Home Runs in Telemedicine and Telehealth: The Season is Always Right!

By Ronald S. Weinstein, MD on

Dr. Ronald S. Weinstein works with a group of students

A home run, or a “four-bagger” in entrepreneur-speak, in telemedicine or telehealth is: 1) a patient service which is equivalent to an in-person service in terms of effectiveness including patient and provider satisfaction; 2) is sustainable; 3) is cost effective; and 4) is a service that migrates into the mainstream of the US healthcare delivery system. 

Telemedicine home runs have been a long time in coming.

A Hospital, An Airport, and Telemedicine

As I can personally attest, telemedicine actually got off to fantastic start at the Massachusetts General Hospital (MGH), in 1968. None of its services achieved four-bagger status back then.   

Historically, the MGH linked to the Logan International Airport over a private microwave linkage. Services included teleradiology, telecardiology, teledermatology, telepsychiatry, and television microscopy (the predecessor to modern “telepathology” which I invented, patented, and commercialized years later). For roughly 8 years, a team of visionary MGH doctors delivered high quality telemedicine services, at a distance, to air travelers in transit, at a walk-in Logan Airport healthcare clinic 2.7 miles from MGH, as the crow flies.  

Space Medicine On Earth

By the late 1960s, popular magazine’s featured articles describing remarkable MGH telemedicine success stories. Space medicine had caught the imaginations of millions of ordinary people. The general public could link MGH-telemedicine and space medicine, in the same breath. Telemedicine became earth-bound medicine’s counterpart to space medicine. 

Of course, this was a human-interest bonanza for NASA. It made space medicine relevant to the average patient here on earth. NASA had won the billion-dollar bet on space medicine as a featured program for their first man-on-the moon landing enterprise back then.

Hooked: Television Microscopy Diagnoses

I was a MGH pathology resident from 1965-1970, and got caught up in the space race to the moon. I followed the progress of the MGH telemedicine program in Boston newspapers, and then, had the luck of the draw for a resident.

By chance, in April 1968, I was having lunch in the MGH cafeteria with MGH staff pathologist, Dr. Robert “Bob” Scully. We were on the surgical pathology service together. He was going to view some MGH-Logan Airport “television” microscopy cases right after lunch. Bob took me along and we signed out a few cases together. We also became life-long friends.

Thus, by chance, I got to help diagnose some of the first “television” microscopy glass slide video images coming in to the MGH telemedicine suite, on the first floor of the MGH White Building, sent from the telemedicine-enabled MGH-Logan International Airport clinic.

I still remember it vividly, as a transformative experience. I was immediately hooked on telemedicine. Years later, I realized that I had become an “accidental-outlier” for telemedicine, in the parlance of Malcolm Galdwell, in his description of the secrets for success for pioneers in innovations. 

The First Telemedicine Service Home Run

Back to the MGH in the late 1960s and early 1970s.

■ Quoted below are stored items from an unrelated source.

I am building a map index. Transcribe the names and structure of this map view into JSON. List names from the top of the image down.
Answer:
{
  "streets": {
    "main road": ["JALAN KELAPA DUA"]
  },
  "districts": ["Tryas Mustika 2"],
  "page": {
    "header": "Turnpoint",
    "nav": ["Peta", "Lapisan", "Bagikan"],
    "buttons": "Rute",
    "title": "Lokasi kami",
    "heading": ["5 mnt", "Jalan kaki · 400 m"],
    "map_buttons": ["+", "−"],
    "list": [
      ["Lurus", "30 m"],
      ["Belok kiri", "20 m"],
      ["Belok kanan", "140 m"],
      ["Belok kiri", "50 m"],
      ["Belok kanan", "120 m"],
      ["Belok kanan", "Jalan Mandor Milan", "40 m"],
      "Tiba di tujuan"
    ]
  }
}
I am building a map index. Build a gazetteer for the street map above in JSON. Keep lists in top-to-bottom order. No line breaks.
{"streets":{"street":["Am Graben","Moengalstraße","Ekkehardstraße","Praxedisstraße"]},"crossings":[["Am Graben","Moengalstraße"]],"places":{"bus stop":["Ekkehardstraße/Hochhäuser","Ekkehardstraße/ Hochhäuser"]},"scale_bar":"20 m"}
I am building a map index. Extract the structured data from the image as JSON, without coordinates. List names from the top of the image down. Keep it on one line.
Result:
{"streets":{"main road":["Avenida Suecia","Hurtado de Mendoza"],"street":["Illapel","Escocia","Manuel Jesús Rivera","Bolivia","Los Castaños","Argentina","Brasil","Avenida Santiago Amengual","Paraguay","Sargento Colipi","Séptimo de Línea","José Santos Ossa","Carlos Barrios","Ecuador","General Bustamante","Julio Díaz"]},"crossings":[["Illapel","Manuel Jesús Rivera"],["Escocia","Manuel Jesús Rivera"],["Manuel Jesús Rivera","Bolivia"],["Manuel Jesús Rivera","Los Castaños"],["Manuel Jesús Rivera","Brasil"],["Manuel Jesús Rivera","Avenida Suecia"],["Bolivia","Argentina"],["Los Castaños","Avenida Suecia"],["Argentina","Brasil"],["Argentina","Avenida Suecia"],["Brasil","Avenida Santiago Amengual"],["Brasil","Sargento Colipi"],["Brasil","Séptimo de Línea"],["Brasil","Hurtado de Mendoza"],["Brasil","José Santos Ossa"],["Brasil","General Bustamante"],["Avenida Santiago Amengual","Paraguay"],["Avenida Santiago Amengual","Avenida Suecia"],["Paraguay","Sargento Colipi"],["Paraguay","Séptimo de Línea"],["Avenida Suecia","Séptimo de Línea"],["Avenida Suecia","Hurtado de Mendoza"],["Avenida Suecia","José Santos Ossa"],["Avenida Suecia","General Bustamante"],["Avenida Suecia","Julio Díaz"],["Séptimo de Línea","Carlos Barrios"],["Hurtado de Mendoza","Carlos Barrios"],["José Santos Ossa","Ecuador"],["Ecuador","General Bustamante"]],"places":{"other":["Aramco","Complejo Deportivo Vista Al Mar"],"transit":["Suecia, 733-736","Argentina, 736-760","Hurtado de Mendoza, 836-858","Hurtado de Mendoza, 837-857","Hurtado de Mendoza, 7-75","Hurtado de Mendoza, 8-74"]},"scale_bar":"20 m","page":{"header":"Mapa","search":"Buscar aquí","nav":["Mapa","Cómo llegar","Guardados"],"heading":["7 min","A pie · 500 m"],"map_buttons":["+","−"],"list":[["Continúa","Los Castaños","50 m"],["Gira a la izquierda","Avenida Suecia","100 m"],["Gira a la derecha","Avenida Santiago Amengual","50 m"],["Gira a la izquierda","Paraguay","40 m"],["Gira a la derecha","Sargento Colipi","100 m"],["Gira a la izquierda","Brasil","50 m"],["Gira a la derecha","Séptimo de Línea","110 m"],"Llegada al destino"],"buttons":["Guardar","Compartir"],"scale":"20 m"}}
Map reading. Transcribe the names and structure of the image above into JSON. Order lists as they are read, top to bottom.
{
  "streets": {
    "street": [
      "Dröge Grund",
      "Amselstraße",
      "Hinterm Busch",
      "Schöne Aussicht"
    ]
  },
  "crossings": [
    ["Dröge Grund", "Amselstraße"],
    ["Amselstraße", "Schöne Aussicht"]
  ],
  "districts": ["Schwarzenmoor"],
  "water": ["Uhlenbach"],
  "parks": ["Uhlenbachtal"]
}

The first telemedicine service home run was teleradiology, a component of the MGH-Logan Airport telemedicine program.

Teleradiology had been deployed in Canada, around 1959, and then adopted by the MGH program in 1968. 

Home run status was achieved decades later.

Today, teleradiology is quite ubiquitous, sustainable, cost effective, and is regarded by many to be mainstream medicine. Thus, a home run!   

Teleradiology has been commercialized by dozens of companies. It’s heavily marketed and is benefitting millions of patients, every year.  A home run and a done deal! But, not universally loved by hospital-based radiologists.

Next In Line for a “Four-Bagger”

Telestroke programs are in the line-up for the next home run. Telestroke is still a work in progress, but it may emerge as a cornerstone for the telemedicine field.

What makes telestroke a “must have” service is that it is undeniably cost effective, prevents permanent injury to the brain or even death, and the logistics are manageable by call centers. 

World-class healthcare organizations, such as the Mayo Clinic, are stepping up into the lead as regional, and potentially national, leaders in telestroke. There are reimbursement issues but the return on investment is potentially so high, society will figure out how to make it work.

Almost everyone loves a home run. Not everyone loves baseball! 

About the Author

Ronald S. Weinstein, MD, FCAP, FATA, a Massachusetts General Hospital-trained pathologist, was the founding director of the Arizona Telemedicine Program, Executive Director of the T-Health Institute in Phoenix, and Co-Director of the Southwest Telehealth Resource Center.  He was a pioneer in the field of telemedicine.  He was president of six professional organizations and is both Past-President and President Emeritus of the American Telemedicine Association.  He was inducted into the US Distance Learning Associations’ “Hall-of-Fame” for innovations in distance learning over telemedicine networks.  Dr. Weinstein was Professor of Pathology, Public Health, and Pharmacy-Science at The University of Arizona.